Quando o século XX estava no fim, os jornais e críticos apressaram-se em preparar as listas dos melhores do século: nas listas de que me lembro, "The Waste Land", de Eliot, era quase que invariavelmente eleito "o poema mais importante do século". Pois bem, William Carlos Williams considerava "The Waste Land" o maior desastre das letras americanas, e Gertrude Stein nunca teve palavras muito gentis para Eliot. Briga de egos? Talvez. Se lemos com atenção o trabalho de Pound e Stein, por exemplo, percebemos que era coerente que eles não apreciassem o trabalho um do outro. Pode-se dizer o mesmo sobre Eliot e Williams.


Lendo a antologia organizada por Rothenberg, pergunto-me mais uma vez como é possível que a obra de poetas como Mina Loy e Laura Riding possam ser tão negligenciadas. De Loy, tenho o volume The Lost Lunar Baedeker: Poems of Mina Loy, uma seleção de seus poemas, incluindo a série esplêndida "Songs for Joannes", que cito em minha cadela sem Logos. Mina Loy é um dos poetas mais estranhos e interessantes dentre os primeiros modernistas anglófonos. De Riding, tenho a reunião de todos os seus poemas em The Poems of Laura Riding, outra esquisita dentro do que nos acostumamos a ver como Alto Modernismo.


Poetas como Kenneth Patchen e Kenneth Rexroth reabriram muito do caminho bárdico e politicamente radical para os Beats que estariam por vir, mas acabaram soterrados sob a empresa da imprensa dedicada aos mais jovens Allen Ginsberg, Gregory Corso e Jack Kerouac.
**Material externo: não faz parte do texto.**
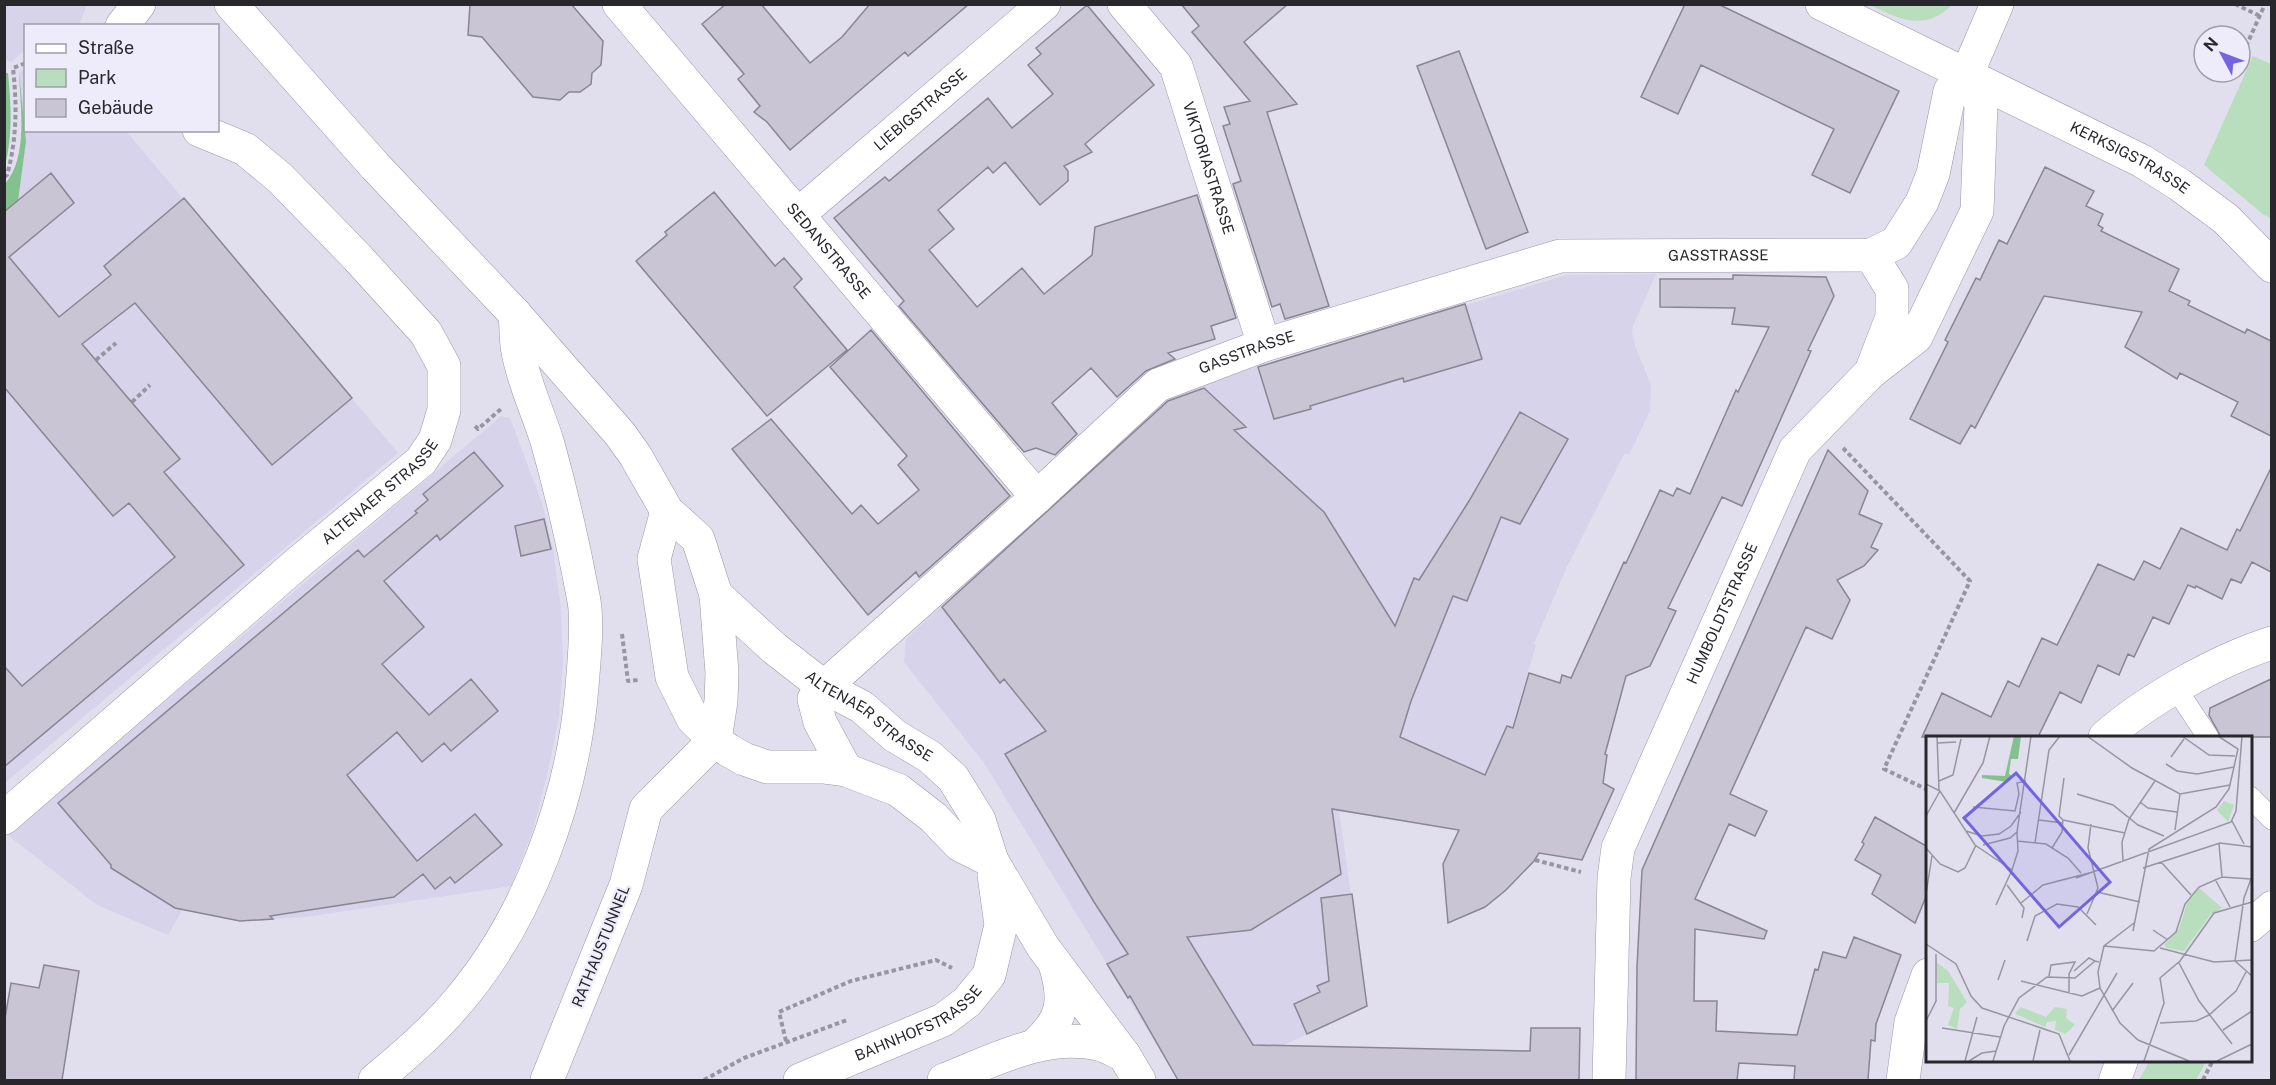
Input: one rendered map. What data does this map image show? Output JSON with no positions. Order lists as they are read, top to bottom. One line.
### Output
{"streets":{"street":["LIEBIGSTRASSE","KERKSIGSTRASSE","VIKTORIASTRASSE","SEDANSTRASSE","GASSTRASSE","ALTENAER STRASSE","HUMBOLDTSTRASSE","RATHAUSTUNNEL","BAHNHOFSTRASSE"]},"crossings":[["LIEBIGSTRASSE","SEDANSTRASSE"],["KERKSIGSTRASSE","HUMBOLDTSTRASSE"],["VIKTORIASTRASSE","GASSTRASSE"],["SEDANSTRASSE","GASSTRASSE"],["GASSTRASSE","ALTENAER STRASSE"],["GASSTRASSE","HUMBOLDTSTRASSE"],["ALTENAER STRASSE","RATHAUSTUNNEL"],["ALTENAER STRASSE","BAHNHOFSTRASSE"]],"legend":["Straße","Park","Gebäude"],"north":"top left"}
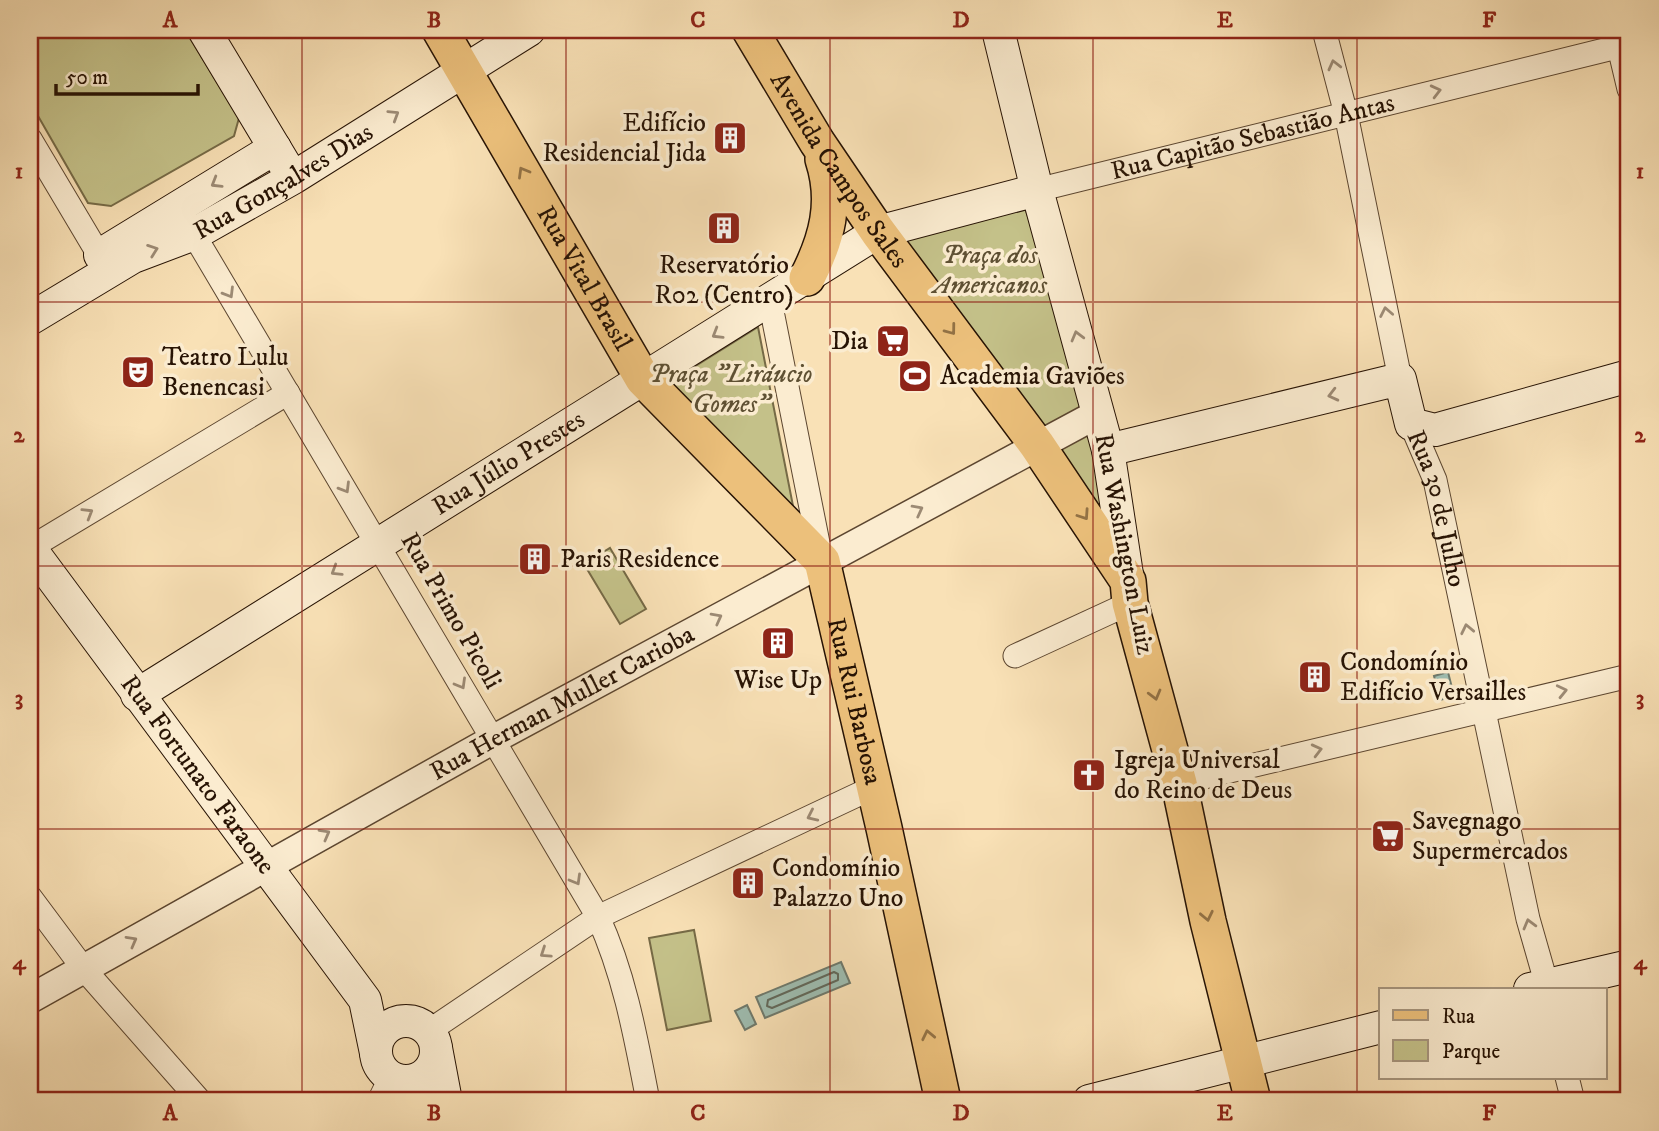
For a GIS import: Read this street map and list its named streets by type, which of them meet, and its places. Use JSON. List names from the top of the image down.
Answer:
{
  "streets": {
    "main road": [
      "Rua Capitão Sebastião Antas",
      "Avenida Campos Sales",
      "Rua Gonçalves Dias",
      "Rua Vital Brasil",
      "Rua Júlio Prestes",
      "Rua 30 de Julho",
      "Rua Washington Luiz",
      "Rua Rui Barbosa",
      "Rua Fortunato Faraone"
    ],
    "street": ["Rua Primo Picoli", "Rua Herman Muller Carioba"]
  },
  "crossings": [
    ["Rua Capitão Sebastião Antas", "Avenida Campos Sales"],
    ["Rua Capitão Sebastião Antas", "Rua Júlio Prestes"],
    ["Rua Capitão Sebastião Antas", "Rua 30 de Julho"],
    ["Rua Capitão Sebastião Antas", "Rua Washington Luiz"],
    ["Avenida Campos Sales", "Rua Júlio Prestes"],
    ["Avenida Campos Sales", "Rua Washington Luiz"],
    ["Avenida Campos Sales", "Rua Herman Muller Carioba"],
    ["Rua Gonçalves Dias", "Rua Vital Brasil"],
    ["Rua Gonçalves Dias", "Rua Primo Picoli"],
    ["Rua Vital Brasil", "Rua Júlio Prestes"],
    ["Rua Vital Brasil", "Rua Herman Muller Carioba"],
    ["Rua Vital Brasil", "Rua Rui Barbosa"],
    ["Rua Júlio Prestes", "Rua Primo Picoli"],
    ["Rua Júlio Prestes", "Rua Rui Barbosa"],
    ["Rua Júlio Prestes", "Rua Fortunato Faraone"],
    ["Rua Washington Luiz", "Rua Herman Muller Carioba"],
    ["Rua Primo Picoli", "Rua Herman Muller Carioba"],
    ["Rua Herman Muller Carioba", "Rua Rui Barbosa"],
    ["Rua Herman Muller Carioba", "Rua Fortunato Faraone"]
  ],
  "one_way": [
    "Rua Capitão Sebastião Antas",
    "Avenida Campos Sales",
    "Rua Vital Brasil",
    "Rua Júlio Prestes",
    "Rua 30 de Julho",
    "Rua Primo Picoli",
    "Rua Rui Barbosa"
  ],
  "parks": ["Praça dos Americanos", "Praça \"Liráucio Gomes\""],
  "places": {
    "building": [
      "Edifício Residencial Jida",
      "Reservatório R02 (Centro)",
      "Paris Residence",
      "Wise Up",
      "Condomínio Edifício Versailles",
      "Condomínio Palazzo Uno"
    ],
    "supermarket": ["Dia", "Savegnago Supermercados"],
    "theatre": ["Teatro Lulu Benencasi"],
    "sports": ["Academia Gaviões"],
    "church": ["Igreja Universal do Reino de Deus"]
  },
  "legend": ["Rua", "Parque"],
  "scale_bar": "50 m",
  "grid": {
    "columns": [
      "A",
      "B",
      "C",
      "D",
      "E",
      "F"
    ],
    "rows": [
      "1",
      "2",
      "3",
      "4"
    ]
  }
}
Entre os completamente esquecidos, pareceram-me especialmente interessantes os poetas Walter Conrad Arensberg, Harry Crosby e Kenneth Fearing.


E quanto ao Brasil? Como anda a saúde do nosso "cânone oficial"?


Pensar que poetas como Murilo Mendes e Jorge de Lima passaram tanto tempo soterrados ou submersos, assim como Hilda Hilst e Orides Fontela, chega a dar vertigem de tristeza. Mesmo assim, as obras deles são muitas vezes lidas sob parâmetros alheios. Basta pensar na mania de "eleger" o livro Tempo Espanhol (1959), de Murilo Mendes, como o seu "melhor trabalho", por permitir a leitura de Murilo Mendes sob os parâmetros estéticos de João Cabral de Melo Neto, parâmetros que condicionaram por certo tempo a apreciação crítica de tantos outros poetas.


Talvez Tempo Espanhol seja realmente um grande livro, mas não me parece realmente enriquecer o tal de cânone em um pluralismo de propostas, como os brilhantes e únicos As Metamorfoses, Mundo Enigma e Poesia Liberdade, que termina com o estupendo ::: SALVE SALVE ::: "Janela do caos", my own private most important Brazilian poem of the 20th century if you allow me the exaggeration.


O que pensar sobre os que ainda estão submersos?

É difícil investigar a "justiça" de seu esquecimento se este mesmo esquecimento impede que tenhamos acesso às obras dos poetas, impossibilitando a reavaliação. É por isso que se torna tão necessário que tenhamos sempre poetas curiosos que resolvem investigar, garimpar no olvido aqueles que possam apresentar obras interessantes para o seu (nosso) tempo. Penso imediatamente no trabalho de Haroldo de Campos e Augusto de Campos com poetas como Joaquim de Sousândrade e Pedro Kilkerry. Hoje em dia, penso em Dirceu Villa, chamando nossa atenção, com insistência, para o trabalho de poetas como Dom Tomás de Noronha ou Sapateiro Silva.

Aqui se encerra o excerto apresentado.